Disant ignorer les douleurs de son employé, le groupe lui a adressé une letttre de licenciement, consultée par Le Parisien, dans laquelle il lui reproche d'avoir "quitté [ses] chaussures de sécurité" et estime que "cette attitude révèle [sa] volonté de [s']assoupir durant [son] service". 

Renvoi en départage

Pour faire invalider ce limogeage, Me Scavello a décidé de se focaliser sur le droit à l'image du salarié. "La photo a été prise a son insu puis relayée sur les réseaux sociaux. Evidemment, on peut comprendre que le groupe n'ait pas apprécié cette représentation, mais la photo peut-elle être l'élément déclencheur de son licenciement?" interroge-t-il, estimant que l'auteure du cliché a porté atteinte à la vie privée de son client.

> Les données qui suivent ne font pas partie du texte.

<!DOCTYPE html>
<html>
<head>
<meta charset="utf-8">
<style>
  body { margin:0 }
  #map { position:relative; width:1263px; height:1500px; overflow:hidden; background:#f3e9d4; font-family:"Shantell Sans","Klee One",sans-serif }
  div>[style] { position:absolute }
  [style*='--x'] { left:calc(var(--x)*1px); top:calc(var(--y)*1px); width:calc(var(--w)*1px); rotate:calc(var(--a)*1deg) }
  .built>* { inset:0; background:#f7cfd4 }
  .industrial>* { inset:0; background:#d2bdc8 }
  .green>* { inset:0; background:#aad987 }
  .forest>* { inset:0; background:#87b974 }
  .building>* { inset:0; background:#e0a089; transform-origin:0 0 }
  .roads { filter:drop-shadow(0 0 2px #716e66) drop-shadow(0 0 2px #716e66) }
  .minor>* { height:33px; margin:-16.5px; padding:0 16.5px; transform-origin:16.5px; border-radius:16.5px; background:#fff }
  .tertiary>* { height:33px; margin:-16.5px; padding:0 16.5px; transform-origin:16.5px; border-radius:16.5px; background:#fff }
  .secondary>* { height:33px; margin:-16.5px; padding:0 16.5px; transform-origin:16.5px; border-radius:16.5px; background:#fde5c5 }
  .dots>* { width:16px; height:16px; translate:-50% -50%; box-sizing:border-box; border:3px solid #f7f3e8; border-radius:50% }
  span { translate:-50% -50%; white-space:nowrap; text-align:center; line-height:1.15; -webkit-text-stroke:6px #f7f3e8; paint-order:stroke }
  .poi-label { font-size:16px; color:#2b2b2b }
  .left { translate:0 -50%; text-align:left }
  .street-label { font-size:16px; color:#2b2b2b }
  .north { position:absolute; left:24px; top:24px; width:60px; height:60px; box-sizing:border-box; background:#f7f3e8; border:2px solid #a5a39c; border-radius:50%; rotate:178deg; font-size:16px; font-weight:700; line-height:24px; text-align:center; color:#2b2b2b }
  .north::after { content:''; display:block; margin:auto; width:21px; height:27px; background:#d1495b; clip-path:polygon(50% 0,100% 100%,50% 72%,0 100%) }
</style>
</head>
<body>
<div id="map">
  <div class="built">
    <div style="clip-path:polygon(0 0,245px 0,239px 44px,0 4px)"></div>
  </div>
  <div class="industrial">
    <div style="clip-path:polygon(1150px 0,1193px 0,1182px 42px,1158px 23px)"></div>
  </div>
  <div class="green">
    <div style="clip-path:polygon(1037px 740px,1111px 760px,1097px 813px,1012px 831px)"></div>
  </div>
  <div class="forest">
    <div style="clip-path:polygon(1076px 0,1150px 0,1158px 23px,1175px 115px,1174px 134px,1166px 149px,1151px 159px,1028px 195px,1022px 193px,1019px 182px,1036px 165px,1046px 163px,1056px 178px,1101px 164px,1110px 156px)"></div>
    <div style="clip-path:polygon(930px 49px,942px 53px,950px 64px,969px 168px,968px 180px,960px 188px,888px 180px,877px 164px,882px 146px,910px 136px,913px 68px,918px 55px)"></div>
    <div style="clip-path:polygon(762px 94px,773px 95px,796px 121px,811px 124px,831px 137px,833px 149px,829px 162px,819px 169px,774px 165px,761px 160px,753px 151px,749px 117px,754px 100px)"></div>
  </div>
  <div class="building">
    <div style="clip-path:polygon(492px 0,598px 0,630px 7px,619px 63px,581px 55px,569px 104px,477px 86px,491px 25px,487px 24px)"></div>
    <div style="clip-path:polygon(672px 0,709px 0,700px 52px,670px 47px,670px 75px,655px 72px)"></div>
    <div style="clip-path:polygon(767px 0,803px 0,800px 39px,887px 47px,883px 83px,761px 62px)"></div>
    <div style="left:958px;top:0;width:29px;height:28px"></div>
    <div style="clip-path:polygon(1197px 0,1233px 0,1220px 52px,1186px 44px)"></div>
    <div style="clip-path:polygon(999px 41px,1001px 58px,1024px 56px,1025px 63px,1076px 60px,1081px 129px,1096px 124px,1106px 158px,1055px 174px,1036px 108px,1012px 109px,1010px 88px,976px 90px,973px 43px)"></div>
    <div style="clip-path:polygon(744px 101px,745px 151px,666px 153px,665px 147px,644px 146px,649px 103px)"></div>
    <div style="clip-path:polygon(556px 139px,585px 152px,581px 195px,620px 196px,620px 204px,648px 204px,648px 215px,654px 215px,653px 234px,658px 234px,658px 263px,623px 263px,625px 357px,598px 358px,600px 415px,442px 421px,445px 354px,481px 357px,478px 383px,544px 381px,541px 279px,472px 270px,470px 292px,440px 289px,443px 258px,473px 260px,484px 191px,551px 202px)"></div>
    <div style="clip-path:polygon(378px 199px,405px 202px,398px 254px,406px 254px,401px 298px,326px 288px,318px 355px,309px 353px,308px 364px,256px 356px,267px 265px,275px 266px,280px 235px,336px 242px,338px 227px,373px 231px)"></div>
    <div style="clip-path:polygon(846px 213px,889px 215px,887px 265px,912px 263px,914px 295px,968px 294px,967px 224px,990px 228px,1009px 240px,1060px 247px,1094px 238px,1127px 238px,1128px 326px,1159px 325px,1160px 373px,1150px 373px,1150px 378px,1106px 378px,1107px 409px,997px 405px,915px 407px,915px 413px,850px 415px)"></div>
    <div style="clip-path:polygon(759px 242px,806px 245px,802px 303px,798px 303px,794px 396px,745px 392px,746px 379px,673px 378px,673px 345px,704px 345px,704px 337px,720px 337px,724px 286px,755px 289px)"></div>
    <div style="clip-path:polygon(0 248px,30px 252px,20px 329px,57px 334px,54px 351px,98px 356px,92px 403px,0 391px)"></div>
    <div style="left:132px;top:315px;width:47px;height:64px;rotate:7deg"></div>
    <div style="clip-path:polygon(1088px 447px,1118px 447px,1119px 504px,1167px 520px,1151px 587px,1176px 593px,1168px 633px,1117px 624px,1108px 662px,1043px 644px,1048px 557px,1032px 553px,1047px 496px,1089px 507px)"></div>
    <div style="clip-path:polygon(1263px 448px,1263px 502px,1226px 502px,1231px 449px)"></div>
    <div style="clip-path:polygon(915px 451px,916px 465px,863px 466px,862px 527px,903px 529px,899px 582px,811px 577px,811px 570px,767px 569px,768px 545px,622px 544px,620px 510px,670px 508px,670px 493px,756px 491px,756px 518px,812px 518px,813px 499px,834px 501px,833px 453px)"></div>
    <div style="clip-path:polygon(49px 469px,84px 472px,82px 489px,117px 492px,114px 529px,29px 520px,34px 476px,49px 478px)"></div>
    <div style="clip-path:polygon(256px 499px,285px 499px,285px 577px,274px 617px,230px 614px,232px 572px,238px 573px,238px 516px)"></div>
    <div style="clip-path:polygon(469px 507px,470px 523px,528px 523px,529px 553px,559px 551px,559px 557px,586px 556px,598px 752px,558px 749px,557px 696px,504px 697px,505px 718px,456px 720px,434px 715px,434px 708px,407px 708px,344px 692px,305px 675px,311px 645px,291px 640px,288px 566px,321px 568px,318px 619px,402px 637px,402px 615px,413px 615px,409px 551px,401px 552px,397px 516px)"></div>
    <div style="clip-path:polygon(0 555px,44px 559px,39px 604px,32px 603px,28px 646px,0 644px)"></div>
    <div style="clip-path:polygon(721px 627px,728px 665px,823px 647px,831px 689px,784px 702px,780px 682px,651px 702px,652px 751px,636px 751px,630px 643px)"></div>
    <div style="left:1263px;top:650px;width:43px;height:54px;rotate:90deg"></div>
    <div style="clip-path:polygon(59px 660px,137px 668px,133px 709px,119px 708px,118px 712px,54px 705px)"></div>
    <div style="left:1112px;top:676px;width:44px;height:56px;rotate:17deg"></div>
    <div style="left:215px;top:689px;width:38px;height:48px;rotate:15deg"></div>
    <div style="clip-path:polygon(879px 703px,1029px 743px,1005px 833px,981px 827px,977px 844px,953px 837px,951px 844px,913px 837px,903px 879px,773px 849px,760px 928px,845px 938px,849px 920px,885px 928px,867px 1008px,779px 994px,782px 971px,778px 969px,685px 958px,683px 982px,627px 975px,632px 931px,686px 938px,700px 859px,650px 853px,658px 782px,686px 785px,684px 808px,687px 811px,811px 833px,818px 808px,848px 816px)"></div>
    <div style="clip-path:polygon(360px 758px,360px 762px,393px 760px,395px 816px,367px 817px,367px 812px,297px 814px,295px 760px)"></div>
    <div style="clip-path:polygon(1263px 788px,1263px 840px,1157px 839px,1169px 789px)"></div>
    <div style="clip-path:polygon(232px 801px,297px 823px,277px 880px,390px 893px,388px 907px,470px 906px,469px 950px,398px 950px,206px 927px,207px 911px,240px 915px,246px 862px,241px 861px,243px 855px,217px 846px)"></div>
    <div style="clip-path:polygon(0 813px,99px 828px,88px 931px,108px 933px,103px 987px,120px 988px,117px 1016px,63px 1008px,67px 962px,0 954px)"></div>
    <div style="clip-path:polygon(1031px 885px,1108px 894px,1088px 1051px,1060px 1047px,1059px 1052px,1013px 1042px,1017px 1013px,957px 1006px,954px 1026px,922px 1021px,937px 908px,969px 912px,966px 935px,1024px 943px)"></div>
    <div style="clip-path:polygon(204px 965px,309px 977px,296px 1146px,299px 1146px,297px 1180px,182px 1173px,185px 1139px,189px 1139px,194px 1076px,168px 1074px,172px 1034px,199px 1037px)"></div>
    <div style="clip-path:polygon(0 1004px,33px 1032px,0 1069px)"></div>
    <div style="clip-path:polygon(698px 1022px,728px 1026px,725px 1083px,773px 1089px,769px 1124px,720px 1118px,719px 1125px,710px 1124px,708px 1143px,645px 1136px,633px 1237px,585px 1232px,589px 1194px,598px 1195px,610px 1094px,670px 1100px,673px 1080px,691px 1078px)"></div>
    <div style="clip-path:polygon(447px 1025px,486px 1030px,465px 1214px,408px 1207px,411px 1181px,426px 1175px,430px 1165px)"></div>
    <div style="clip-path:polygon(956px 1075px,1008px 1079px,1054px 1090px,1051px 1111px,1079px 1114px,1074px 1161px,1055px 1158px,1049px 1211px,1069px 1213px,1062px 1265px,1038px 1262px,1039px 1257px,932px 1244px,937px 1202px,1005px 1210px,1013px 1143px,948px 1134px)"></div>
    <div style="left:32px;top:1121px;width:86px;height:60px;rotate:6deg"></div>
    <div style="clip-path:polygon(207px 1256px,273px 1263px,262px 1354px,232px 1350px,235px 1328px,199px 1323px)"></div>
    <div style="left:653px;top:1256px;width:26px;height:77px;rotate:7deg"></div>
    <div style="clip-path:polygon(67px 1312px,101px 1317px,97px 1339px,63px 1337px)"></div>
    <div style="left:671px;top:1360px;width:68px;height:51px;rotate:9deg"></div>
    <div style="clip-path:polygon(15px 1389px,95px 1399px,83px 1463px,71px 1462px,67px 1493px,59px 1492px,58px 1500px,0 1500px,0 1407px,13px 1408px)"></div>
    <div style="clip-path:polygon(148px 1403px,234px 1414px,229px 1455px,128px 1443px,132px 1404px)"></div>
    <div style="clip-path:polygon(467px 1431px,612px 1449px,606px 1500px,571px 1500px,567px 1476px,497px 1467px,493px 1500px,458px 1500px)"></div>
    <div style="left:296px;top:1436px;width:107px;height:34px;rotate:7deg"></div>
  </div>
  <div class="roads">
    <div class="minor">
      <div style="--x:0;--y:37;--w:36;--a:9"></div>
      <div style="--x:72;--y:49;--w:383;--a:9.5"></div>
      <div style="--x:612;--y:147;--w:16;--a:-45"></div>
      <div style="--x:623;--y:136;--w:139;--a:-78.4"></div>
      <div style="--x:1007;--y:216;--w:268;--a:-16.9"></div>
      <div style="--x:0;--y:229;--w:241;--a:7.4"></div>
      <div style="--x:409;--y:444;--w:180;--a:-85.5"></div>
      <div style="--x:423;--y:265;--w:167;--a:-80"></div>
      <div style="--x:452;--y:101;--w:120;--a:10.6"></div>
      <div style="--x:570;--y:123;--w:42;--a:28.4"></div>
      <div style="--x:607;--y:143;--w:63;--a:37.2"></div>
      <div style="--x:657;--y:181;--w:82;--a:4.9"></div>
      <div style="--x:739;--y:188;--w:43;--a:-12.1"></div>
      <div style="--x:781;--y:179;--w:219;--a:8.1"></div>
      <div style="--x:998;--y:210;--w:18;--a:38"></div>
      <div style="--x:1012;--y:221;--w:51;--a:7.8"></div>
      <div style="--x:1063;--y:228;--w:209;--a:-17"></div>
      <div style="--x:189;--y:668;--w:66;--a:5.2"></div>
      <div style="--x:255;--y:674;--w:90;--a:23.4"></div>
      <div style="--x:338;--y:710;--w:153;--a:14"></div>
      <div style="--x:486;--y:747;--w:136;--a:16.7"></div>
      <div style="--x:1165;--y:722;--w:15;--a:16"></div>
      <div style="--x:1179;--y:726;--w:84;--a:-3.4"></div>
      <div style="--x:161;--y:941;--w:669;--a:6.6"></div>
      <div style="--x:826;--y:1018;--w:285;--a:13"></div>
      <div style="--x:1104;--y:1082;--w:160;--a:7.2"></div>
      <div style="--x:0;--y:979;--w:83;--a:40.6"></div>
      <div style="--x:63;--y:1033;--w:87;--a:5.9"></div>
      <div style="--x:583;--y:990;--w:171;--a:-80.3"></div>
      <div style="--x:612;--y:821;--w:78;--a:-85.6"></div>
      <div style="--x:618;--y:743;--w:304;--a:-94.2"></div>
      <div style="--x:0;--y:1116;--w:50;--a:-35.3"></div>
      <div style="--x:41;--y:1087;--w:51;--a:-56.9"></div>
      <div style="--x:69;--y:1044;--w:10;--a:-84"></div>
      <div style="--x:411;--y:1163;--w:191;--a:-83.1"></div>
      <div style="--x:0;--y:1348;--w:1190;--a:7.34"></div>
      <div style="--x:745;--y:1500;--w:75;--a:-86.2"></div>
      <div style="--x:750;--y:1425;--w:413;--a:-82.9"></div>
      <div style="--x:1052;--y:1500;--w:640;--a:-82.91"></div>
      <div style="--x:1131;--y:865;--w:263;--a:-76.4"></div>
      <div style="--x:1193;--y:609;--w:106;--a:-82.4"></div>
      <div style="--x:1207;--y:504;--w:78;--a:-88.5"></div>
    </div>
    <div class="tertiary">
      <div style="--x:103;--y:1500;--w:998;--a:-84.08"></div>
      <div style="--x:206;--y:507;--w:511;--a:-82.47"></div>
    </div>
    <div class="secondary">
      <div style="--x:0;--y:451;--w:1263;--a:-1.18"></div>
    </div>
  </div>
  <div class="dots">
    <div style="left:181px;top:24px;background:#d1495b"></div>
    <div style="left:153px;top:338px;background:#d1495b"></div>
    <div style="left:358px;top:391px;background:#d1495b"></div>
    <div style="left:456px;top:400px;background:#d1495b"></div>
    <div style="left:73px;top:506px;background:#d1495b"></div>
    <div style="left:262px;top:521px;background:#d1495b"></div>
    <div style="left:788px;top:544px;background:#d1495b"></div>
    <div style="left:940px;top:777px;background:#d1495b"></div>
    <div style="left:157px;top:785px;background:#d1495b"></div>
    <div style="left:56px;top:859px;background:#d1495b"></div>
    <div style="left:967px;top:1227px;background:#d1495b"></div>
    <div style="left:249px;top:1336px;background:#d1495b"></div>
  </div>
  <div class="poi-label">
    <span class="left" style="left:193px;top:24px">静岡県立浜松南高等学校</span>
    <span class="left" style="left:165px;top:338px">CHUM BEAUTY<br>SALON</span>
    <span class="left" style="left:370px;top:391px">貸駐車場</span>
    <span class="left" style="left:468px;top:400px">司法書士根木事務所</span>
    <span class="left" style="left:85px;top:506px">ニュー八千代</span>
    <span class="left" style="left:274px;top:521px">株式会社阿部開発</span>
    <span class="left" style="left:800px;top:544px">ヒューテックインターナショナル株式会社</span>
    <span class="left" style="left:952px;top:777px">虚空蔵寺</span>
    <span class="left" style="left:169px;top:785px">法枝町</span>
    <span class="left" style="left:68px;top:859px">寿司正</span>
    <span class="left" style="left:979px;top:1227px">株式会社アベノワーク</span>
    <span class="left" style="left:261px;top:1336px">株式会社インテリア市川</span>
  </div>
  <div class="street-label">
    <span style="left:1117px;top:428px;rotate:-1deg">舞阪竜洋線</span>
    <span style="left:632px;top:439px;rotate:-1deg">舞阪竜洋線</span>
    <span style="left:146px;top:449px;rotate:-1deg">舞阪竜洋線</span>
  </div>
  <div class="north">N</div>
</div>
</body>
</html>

"Pendant le temps de la pause, on est censé retrouver sa liberté. On est libre de fumer une clope. S'allonger dans la rue correspond peut-être moins à notre culture, mais ça ne justifie pas un licenciement pour faute grave", défend-t-il.

Il indique a BFMTV.com qu'Adama Cissé est impatient de connaître la décision des Prud'hommes, qui devrait lui donner droit à une indemnisation - il réclame 31.000 euros à son ancien employeur - s'il se prononce en sa faveur. Toutefois, les conseillers prud'homaux ne sont pas parvenus à trouver un accord ce vendredi, renvoyant l'affaire en départage, nous indique Me Scavello.

"Parmi les quatre conseillers présents, deux ont pris part pour l'employeur, deux pour l'employé", détaille-t-il sans avoir encore de date pour la nouvelle audience qui sera cette fois-ci tranchée par un magistrat professionnel.

Cette situation prolonge encore la bataille d'Adama Cissé, mais "il vaut mieux ça que d'avoir perdu", tempère son avocat. Il précise que son client est actuellement "à la recherche d'un job", le contrat à durée déterminée (CDD) qu'il avait retrouvé n'a pas été prolongé quand la France a été plongée dans la crise du Covid-19 et confinée.